Saturday, 21 May 2011

The Barrier

I didn't feel so wonderful when I got up yesterday morning for work. My fatigue was with me once again, and while I was sitting on the train, I was wondering how I was going to get through the day. My legs felt heavy, I was a little spaced out, and I could have done with going back to bed.

My lessons actually perked me up. The kids were great, but I did get a little irritated by the head of the centre. She had walked into my lesson and started questioning what I was intending to spend the budget on. My desire to buy was mainly down to her already buying the wrong materials. Half of the stuff orderered has still not turned up. It wasn't her line of questioning that bothered me the most. I was more annoyed that she chose to do it during one of my lessons and in front of everyone. Now that's not very professional, is it?

The other practitioner who drives me there every week picked me up afterwards and we went and sat in a pub garden by the river for a couple of hours, drinking coffee and talking. She has had her fair share of problems with the teaching staff at this school, so she understands where I am coming from. In the short time that I have been working with this practitioner, we have become friends. She is interesting, hardworking, and very generous.

Despite saying that I didn't want to go out last night, after a bad day at work for my boyfriend, I relented and we popped into town for a few drinks. A good handful of my friends were already going out, so we met up with them. I had a really nice evening but I still didn't feel my best. However, it was actually nice to talk with everyone and it took my mind off of the way I'd been feeling. We cut our evening before it got too late and went back to one of my friend's house, where we stayed the night in her spare room.

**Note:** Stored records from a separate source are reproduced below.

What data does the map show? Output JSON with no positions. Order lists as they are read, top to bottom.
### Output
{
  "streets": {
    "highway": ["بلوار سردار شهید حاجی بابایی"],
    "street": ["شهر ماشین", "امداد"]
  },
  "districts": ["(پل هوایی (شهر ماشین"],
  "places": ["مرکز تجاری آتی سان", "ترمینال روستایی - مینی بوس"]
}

I am not entirely sure where today's card, the 2 of Swords, fits in. The woman in the illustration is cutting herself off. She doesn't want to pay attention to what is happening in the water behind her and closes off her heart with her arms, producing a barrier. This could relate to a few of my friends who are currently trying their best to avoid what they know deep down is the right thing to do. If not about them, then the woman in this card could also be a symbol of keeping things simple today and not letting anyone or thing in. My boyfriend and I are going to the coast tomorrow, so have needed a day of doing little today.